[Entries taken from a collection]

======

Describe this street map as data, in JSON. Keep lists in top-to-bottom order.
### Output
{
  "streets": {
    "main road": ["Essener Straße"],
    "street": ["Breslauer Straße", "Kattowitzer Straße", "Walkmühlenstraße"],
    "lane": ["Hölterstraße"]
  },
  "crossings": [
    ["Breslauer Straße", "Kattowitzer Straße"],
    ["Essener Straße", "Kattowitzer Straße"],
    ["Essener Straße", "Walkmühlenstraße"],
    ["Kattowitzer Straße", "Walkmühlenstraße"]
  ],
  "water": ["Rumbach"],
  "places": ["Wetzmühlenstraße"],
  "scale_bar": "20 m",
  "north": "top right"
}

======

§ **Task objective**
Each line of the data should be transcribed exactly.

§ **Your solution**
Describe this street map as data, in JSON. Keep lists in top-to-bottom order.
### Output
{
  "streets": {
    "main road": ["Essener Straße"],
    "street": ["Breslauer Straße", "Kattowitzer Straße", "Walkmühlenstraße"],
    "lane": ["Hölterstraße"]
  },
  "crossings": [
    ["Breslauer Straße", "Kattowitzer Straße"],
    ["Essener Straße", "Kattowitzer Straße"],
    ["Essener Straße", "Walkmühlenstraße"],
    ["Kattowitzer Straße", "Walkmühlenstraße"]
  ],
  "water": ["Rumbach"],
  "places": ["Wetzmühlenstraße"],
  "scale_bar": "20 m",
  "north": "top right"
}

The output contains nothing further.